Task brief. Show each line of the data below in which "left" occurs.
:::
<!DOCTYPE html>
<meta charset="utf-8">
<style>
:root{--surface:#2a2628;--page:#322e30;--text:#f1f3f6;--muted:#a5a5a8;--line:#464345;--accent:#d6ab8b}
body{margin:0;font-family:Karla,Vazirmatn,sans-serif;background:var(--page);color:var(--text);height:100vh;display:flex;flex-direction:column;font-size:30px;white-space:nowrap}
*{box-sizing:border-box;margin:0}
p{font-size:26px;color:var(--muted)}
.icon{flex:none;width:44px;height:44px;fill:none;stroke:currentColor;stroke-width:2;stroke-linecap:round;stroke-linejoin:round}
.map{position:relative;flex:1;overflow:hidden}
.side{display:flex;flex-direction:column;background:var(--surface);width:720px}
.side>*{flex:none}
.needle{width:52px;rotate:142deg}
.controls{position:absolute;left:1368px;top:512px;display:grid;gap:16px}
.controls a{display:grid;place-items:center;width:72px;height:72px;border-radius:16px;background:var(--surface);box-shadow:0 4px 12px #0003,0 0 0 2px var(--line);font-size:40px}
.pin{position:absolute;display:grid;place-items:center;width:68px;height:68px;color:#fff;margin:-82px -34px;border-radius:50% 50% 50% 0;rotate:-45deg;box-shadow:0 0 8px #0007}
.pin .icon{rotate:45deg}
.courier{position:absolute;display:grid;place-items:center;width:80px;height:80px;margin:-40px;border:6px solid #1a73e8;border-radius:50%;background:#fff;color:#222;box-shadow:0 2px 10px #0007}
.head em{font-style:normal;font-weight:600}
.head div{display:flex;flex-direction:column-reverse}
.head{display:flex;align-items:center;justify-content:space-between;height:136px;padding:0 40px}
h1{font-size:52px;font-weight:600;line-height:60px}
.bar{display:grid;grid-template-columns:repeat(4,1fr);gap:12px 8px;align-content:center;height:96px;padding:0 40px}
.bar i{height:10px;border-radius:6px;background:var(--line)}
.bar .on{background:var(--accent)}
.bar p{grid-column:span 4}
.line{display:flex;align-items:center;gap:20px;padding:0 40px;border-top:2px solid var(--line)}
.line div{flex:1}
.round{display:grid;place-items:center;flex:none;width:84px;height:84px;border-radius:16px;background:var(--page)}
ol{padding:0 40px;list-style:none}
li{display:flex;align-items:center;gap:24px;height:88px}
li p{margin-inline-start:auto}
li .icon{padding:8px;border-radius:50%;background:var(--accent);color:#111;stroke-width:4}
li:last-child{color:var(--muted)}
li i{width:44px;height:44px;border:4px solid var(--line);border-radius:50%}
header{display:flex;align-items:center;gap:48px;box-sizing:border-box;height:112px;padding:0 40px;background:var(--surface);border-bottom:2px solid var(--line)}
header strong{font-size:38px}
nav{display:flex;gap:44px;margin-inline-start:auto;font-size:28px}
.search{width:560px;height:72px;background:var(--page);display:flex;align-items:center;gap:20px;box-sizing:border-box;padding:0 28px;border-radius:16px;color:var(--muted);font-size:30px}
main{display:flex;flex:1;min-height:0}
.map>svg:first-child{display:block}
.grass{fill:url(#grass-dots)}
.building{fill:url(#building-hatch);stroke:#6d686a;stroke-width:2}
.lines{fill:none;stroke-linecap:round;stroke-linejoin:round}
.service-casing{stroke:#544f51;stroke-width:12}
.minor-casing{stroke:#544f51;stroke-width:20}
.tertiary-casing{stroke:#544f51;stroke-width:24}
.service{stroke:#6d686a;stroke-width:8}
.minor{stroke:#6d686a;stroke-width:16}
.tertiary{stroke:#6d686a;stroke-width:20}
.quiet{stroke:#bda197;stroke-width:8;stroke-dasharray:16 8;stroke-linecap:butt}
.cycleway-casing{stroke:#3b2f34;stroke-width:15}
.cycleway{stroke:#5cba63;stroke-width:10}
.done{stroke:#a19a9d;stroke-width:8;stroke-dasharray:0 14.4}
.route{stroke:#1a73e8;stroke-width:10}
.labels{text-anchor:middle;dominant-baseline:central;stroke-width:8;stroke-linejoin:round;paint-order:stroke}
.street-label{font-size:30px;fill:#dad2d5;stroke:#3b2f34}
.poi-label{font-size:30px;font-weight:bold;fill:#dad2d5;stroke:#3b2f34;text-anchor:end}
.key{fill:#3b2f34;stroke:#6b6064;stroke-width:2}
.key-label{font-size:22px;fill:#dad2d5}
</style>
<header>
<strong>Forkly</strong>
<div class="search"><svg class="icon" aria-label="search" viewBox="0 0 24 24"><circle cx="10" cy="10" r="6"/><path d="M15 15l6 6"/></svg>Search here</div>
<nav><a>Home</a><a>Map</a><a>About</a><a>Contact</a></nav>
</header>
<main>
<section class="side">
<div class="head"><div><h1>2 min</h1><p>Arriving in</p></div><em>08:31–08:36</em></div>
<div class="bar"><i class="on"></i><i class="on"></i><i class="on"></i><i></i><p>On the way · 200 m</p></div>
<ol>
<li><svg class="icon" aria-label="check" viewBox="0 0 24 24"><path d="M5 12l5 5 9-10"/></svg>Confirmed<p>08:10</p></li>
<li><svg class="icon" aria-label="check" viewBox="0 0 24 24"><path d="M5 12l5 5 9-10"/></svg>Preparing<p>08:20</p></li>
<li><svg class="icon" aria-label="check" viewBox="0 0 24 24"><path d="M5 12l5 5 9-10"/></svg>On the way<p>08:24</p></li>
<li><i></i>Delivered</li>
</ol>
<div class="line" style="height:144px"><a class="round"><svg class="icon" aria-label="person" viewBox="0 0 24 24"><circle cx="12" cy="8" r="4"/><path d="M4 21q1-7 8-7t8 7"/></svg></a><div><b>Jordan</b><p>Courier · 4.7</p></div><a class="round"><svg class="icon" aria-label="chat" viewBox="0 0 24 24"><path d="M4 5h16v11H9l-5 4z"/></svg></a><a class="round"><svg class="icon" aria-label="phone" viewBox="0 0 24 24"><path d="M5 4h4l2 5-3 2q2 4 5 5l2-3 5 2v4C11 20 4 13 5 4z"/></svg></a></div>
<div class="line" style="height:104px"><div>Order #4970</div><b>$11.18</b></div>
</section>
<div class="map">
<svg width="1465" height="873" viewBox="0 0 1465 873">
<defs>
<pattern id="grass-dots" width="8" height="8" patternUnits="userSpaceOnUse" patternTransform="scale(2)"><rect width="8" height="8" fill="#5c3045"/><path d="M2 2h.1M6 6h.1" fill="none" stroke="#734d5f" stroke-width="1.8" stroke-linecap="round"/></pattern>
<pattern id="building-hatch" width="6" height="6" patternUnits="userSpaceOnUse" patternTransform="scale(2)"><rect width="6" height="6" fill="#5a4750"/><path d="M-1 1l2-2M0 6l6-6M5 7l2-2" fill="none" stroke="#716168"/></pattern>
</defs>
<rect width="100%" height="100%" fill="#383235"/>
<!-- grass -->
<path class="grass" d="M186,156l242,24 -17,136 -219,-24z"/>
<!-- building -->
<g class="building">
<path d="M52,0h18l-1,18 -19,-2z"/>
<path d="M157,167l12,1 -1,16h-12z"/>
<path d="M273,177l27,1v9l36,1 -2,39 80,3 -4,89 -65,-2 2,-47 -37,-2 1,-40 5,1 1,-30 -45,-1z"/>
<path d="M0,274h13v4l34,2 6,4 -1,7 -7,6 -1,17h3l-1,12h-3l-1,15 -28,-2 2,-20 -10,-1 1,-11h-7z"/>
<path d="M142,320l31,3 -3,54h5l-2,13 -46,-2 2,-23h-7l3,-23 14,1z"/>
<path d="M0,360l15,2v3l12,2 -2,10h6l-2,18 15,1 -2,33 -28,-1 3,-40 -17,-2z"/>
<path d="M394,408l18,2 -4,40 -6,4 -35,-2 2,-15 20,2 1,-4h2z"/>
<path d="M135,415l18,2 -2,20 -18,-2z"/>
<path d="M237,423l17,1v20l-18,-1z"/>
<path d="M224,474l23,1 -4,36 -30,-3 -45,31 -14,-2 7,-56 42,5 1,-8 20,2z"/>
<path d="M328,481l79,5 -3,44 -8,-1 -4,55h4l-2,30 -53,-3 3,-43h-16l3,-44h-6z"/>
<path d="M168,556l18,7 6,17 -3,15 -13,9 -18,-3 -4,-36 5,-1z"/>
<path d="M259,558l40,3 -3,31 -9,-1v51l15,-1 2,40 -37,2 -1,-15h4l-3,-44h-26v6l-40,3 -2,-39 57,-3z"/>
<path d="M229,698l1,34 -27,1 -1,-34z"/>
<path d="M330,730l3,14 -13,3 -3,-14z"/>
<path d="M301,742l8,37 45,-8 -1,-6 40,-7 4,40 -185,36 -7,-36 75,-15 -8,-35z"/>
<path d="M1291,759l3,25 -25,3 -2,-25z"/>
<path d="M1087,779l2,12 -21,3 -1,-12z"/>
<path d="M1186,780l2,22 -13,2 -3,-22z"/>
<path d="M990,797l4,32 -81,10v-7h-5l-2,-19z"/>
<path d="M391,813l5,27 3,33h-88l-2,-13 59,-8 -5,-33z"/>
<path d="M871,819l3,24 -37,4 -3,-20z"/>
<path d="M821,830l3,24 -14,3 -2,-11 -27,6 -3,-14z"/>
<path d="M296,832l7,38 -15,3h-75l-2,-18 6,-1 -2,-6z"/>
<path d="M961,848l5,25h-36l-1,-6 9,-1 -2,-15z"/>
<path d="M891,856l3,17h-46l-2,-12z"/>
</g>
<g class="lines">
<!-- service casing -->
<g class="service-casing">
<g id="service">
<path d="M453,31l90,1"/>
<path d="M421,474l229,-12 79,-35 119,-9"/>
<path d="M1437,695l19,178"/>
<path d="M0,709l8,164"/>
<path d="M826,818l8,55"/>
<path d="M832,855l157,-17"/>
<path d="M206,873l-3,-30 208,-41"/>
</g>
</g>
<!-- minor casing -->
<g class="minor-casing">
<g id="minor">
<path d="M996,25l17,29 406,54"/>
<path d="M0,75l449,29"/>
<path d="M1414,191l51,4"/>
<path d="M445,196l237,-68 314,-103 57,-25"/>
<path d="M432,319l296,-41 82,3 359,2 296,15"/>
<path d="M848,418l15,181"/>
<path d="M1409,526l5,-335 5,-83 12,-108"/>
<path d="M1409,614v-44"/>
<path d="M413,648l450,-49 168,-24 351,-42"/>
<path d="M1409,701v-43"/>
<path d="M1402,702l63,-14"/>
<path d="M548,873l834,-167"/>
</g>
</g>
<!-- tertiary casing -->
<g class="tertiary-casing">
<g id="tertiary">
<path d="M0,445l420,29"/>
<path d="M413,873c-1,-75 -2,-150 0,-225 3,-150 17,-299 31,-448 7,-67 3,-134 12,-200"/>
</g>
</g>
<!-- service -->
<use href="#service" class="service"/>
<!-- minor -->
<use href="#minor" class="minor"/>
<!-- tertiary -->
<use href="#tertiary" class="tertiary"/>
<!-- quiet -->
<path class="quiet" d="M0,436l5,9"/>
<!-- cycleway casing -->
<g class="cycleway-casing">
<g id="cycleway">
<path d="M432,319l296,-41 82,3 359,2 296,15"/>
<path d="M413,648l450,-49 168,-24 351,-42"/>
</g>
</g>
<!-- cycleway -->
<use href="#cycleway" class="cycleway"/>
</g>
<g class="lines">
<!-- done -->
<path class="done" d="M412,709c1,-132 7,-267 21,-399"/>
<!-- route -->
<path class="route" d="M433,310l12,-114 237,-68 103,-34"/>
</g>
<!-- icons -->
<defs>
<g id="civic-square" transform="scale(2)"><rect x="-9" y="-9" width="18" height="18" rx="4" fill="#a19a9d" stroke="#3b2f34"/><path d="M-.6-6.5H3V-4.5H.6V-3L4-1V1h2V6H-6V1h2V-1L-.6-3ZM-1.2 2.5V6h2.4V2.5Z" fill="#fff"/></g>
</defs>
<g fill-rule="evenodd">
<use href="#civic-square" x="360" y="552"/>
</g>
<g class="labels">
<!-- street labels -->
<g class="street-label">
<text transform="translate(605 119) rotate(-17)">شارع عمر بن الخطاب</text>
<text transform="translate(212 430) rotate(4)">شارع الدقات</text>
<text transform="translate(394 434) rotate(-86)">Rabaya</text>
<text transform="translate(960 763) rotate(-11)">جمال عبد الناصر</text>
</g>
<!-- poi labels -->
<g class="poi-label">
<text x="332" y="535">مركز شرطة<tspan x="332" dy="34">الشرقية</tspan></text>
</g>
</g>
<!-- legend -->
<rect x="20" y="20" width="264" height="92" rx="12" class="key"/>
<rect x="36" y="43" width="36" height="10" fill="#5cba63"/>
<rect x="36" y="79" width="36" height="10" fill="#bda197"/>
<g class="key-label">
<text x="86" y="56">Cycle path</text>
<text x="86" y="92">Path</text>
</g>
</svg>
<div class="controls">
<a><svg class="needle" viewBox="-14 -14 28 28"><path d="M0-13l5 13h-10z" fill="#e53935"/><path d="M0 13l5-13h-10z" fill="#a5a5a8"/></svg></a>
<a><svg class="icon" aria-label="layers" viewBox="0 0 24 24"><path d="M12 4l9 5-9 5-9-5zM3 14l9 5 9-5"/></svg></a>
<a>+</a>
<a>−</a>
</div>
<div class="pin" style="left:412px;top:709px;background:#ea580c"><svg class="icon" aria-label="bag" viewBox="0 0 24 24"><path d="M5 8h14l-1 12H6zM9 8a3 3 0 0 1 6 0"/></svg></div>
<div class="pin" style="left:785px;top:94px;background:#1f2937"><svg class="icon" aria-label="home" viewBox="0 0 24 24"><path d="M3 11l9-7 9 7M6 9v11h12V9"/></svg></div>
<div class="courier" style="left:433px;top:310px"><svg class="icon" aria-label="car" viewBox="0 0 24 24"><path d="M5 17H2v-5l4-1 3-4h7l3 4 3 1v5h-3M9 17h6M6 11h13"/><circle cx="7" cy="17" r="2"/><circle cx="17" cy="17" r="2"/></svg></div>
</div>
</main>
:::
Answer.
.controls{position:absolute;left:1368px;top:512px;display:grid;gap:16px}
<div class="pin" style="left:412px;top:709px;background:#ea580c"><svg class="icon" aria-label="bag" viewBox="0 0 24 24"><path d="M5 8h14l-1 12H6zM9 8a3 3 0 0 1 6 0"/></svg></div>
<div class="pin" style="left:785px;top:94px;background:#1f2937"><svg class="icon" aria-label="home" viewBox="0 0 24 24"><path d="M3 11l9-7 9 7M6 9v11h12V9"/></svg></div>
<div class="courier" style="left:433px;top:310px"><svg class="icon" aria-label="car" viewBox="0 0 24 24"><path d="M5 17H2v-5l4-1 3-4h7l3 4 3 1v5h-3M9 17h6M6 11h13"/><circle cx="7" cy="17" r="2"/><circle cx="17" cy="17" r="2"/></svg></div>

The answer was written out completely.